Deaton a reçu le prix Nobel l’an dernier en récompense de ses recherches sur la santé, la richesse et l’inégalité. Il explique par exemple que la santé et l’espérance de vie ne s’améliorent pas en fonction de la croissance du PIB mais de la volonté politique d’améliorer les facteurs de base comme la qualité de l’eau et des systèmes d’égouts ; il estime également que les formes actuelles d’aide aux pays en développement n’ont pas nécessairement d’effets bénéfiques sur l’état de nutrition ou de santé, étant donné que l’amélioration des revenus est souvent utilisée d’abord pour l’achat de biens comme des téléphones portables.
 

Les robots menacent davantage les emplois que la mondialisation

 
C’est lui également qui a publié une étude sur la surmortalité des hommes blancs d’âge moyen aux États-Unis, notamment en raison d’une vague de suicides et autres « morts par désespoir » entre 1999 et 2013, doublée par une épidémie de « douleur » qui pousse la population à augmenter sa consommation d’opioïdes sur prescription. Les surdoses des « addicts » ont causé plus de morts aux États-Unis en 2015 que les accidents de voiture – et que la mondialisation, assure-t-il.
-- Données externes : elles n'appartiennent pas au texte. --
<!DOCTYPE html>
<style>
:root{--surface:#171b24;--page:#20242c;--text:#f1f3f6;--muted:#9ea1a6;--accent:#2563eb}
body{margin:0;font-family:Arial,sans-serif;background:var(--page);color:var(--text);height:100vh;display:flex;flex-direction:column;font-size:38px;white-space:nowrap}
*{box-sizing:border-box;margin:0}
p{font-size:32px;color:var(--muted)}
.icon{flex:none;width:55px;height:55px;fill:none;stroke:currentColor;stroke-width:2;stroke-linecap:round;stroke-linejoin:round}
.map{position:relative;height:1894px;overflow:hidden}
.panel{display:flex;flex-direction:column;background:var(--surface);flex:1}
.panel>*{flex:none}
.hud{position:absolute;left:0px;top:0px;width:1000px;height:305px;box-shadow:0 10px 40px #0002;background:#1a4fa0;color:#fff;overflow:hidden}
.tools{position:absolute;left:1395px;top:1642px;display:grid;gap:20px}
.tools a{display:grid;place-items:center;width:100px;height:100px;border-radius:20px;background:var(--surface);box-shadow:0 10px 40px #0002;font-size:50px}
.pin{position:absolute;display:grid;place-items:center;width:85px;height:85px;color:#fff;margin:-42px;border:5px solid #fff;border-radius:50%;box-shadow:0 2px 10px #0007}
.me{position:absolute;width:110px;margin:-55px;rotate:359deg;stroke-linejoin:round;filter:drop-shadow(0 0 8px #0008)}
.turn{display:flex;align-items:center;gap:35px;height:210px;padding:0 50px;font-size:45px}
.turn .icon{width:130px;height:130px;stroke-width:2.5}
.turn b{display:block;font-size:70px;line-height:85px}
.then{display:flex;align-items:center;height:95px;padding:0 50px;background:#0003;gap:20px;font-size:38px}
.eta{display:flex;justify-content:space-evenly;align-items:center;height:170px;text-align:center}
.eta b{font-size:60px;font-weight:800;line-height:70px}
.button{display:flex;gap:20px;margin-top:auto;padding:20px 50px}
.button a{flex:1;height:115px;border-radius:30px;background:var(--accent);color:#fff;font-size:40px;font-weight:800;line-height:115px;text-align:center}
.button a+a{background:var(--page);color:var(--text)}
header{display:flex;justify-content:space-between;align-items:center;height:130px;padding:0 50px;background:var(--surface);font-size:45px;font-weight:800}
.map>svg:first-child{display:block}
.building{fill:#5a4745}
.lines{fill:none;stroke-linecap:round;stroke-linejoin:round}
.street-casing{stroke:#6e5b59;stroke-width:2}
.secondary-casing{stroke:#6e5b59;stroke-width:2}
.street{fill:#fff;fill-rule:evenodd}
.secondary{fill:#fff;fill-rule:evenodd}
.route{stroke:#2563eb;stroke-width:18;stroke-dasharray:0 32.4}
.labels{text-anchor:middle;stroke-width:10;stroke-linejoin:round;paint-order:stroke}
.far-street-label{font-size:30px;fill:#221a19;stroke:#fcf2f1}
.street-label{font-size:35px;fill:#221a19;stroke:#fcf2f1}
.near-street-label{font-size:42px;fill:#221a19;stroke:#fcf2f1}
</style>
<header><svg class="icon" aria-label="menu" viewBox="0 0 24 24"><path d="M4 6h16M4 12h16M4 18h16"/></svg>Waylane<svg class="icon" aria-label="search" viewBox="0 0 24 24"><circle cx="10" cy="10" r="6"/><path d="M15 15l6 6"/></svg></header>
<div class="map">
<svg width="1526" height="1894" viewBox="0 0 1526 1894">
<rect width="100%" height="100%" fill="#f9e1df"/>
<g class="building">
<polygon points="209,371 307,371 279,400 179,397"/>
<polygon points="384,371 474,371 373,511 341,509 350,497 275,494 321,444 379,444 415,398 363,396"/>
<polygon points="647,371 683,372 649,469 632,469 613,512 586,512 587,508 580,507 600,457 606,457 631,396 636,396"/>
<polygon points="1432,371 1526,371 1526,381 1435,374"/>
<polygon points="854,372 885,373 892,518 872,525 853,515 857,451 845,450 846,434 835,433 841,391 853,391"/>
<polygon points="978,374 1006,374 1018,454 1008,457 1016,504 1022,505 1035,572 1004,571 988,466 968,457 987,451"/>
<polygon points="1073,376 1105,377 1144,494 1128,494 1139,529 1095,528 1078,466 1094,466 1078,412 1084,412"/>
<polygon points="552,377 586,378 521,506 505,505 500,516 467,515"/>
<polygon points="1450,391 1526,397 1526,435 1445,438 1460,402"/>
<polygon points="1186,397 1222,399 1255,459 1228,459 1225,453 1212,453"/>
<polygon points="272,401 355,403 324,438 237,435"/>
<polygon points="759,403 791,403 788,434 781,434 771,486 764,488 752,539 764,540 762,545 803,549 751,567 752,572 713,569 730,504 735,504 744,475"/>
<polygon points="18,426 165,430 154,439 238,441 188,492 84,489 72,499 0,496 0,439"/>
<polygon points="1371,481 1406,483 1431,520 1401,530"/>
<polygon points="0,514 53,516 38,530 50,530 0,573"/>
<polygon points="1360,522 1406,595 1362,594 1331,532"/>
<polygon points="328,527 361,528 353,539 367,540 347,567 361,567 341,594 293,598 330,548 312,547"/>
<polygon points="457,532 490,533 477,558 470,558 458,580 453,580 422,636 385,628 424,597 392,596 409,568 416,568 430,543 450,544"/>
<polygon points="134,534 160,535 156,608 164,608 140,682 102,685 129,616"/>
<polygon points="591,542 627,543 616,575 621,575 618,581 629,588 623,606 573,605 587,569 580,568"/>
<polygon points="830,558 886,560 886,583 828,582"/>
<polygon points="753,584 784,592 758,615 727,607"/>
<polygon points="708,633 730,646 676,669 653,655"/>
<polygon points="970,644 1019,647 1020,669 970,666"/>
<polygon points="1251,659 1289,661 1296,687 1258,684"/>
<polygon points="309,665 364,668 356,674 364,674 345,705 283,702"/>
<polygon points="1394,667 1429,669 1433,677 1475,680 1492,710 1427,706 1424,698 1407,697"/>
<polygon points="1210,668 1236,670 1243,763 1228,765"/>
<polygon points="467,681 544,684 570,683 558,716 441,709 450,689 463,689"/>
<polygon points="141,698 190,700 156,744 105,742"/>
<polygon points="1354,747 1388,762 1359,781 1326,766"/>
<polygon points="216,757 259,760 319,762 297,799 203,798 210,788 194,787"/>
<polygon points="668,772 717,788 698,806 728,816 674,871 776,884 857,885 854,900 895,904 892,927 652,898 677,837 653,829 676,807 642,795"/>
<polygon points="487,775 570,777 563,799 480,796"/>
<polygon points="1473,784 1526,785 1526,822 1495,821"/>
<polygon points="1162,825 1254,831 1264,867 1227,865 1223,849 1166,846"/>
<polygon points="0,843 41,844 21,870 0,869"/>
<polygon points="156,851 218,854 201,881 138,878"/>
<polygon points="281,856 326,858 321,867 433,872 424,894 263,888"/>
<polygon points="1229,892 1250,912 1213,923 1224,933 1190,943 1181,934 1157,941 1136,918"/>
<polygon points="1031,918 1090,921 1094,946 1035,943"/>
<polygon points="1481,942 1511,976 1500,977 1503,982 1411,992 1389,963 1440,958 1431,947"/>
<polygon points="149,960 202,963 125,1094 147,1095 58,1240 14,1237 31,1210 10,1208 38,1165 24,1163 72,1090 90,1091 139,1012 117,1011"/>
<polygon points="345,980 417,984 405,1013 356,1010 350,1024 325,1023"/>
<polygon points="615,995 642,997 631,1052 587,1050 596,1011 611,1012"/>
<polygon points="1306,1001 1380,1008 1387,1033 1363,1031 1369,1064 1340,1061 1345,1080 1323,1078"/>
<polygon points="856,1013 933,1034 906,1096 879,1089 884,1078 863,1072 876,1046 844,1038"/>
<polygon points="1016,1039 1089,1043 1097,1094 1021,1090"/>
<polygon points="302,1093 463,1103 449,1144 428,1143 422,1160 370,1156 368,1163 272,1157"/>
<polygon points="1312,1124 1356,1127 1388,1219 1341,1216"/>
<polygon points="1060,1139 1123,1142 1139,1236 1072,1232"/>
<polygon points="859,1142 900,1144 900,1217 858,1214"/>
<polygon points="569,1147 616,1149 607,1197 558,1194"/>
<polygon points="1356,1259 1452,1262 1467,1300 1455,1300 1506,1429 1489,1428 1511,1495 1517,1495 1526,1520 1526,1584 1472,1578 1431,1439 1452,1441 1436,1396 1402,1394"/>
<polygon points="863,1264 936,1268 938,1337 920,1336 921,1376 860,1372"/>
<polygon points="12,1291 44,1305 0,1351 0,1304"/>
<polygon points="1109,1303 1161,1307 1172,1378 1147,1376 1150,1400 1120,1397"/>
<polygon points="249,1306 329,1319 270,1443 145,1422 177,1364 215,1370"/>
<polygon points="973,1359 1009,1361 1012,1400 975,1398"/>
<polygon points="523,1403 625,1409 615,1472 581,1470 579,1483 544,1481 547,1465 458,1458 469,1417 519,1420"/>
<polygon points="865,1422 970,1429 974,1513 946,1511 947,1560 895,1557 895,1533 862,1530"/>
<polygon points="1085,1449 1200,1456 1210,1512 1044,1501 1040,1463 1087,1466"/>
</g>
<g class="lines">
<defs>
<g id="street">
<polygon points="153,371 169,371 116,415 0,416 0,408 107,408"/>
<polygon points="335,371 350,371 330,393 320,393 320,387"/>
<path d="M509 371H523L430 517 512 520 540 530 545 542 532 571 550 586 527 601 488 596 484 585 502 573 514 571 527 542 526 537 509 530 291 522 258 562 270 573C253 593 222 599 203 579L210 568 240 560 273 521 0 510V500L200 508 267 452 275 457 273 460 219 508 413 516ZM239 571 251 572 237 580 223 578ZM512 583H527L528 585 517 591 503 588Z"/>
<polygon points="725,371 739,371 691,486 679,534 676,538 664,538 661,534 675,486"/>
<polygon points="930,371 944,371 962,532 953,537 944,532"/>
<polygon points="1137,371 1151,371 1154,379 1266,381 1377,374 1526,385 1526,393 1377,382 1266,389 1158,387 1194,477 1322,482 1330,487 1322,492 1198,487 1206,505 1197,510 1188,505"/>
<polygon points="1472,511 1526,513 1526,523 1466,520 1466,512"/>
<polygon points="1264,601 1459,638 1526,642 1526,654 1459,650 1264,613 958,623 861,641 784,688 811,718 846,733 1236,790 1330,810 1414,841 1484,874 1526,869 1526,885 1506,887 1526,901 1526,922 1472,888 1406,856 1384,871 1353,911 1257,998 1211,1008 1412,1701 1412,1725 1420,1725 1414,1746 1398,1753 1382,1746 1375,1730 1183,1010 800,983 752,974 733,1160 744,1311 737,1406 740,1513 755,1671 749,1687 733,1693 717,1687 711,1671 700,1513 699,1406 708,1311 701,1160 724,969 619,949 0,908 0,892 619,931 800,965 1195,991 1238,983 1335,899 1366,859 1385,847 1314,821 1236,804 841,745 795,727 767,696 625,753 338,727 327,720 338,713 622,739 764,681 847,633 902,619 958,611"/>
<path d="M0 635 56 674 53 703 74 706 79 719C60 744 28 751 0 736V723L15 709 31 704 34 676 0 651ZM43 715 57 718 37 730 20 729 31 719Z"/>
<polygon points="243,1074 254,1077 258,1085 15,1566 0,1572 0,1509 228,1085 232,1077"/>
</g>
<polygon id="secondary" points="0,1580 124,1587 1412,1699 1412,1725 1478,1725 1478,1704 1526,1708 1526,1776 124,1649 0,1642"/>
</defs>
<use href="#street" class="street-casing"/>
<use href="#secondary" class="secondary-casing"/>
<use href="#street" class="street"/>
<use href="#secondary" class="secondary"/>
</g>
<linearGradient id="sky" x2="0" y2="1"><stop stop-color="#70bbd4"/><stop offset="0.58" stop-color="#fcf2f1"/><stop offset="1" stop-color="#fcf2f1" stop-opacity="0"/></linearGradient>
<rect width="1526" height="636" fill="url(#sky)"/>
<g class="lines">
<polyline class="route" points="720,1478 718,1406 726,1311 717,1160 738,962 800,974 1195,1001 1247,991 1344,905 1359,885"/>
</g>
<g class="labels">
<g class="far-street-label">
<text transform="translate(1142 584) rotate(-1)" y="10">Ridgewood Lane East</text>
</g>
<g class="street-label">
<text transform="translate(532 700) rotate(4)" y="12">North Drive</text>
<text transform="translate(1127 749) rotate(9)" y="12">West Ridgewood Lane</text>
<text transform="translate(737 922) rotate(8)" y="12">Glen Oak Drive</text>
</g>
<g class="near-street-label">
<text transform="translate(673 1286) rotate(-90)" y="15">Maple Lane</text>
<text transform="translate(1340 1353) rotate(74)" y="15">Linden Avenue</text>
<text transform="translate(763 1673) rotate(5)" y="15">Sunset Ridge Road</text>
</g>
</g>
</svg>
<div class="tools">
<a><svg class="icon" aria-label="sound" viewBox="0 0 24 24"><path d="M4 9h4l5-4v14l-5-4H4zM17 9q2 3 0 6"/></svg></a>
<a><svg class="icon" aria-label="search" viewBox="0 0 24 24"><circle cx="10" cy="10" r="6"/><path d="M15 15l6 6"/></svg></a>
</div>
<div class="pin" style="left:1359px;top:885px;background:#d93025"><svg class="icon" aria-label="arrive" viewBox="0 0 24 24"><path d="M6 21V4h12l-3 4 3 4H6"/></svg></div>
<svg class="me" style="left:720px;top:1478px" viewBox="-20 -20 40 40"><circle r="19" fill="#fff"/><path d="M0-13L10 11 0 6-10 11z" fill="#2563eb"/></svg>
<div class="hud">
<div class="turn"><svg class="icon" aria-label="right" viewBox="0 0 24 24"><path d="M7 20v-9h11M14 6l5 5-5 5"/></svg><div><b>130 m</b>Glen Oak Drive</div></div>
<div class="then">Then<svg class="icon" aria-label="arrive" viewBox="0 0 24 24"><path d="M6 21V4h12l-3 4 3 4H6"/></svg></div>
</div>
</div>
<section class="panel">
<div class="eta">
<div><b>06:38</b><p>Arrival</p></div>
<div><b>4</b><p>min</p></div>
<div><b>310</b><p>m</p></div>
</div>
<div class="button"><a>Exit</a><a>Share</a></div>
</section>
Car cet homme de gauche, qui a pourtant voté Hillary Clinton à son corps défendant, est un partisan explicite de la globalisation, jugeant injuste l’idée d’accuser celle-ci des malheurs liés à la désindustrialisation des pays développés.
 
« Il est difficile de penser que Mark Zuckerberg soit en train d’appauvrir quiconque en s’enrichissant grâce à Facebook. Mais les voitures sans chauffeur, c’est une tout autre histoire », explique Deaton : ce sont des millions de camionneurs et autres chauffeurs qui risquent de perdre leur emploi.
 

Angus Deaton, prix Nobel économie, a constaté le mal-être de l’homme blanc

 
Mais il a bien été obligé de reconnaître combien d’hommes américains d’âge moyen ont perdu leur emploi au cours des dernières décennies et à quel point cela a pu jouer pour hâter une victoire républicaine aux élections. Qu’il s’agisse de Trump ne semblent pas l’inquiéter outre mesure, toutefois. A l’écouter, il semblerait que le prix Nobel d’économie soit surtout consterné par la manière dont Hillary Clinton a mené campagne et s’est trouvée aux antipodes de ce que attendaient les électeurs.
 
On peine cependant la comprendre l’intérêt de ses appréciations politiques si la simple mécanique du « progrès » doit aboutir à rendre le travailleur humain quasiment obsolète face aux robots.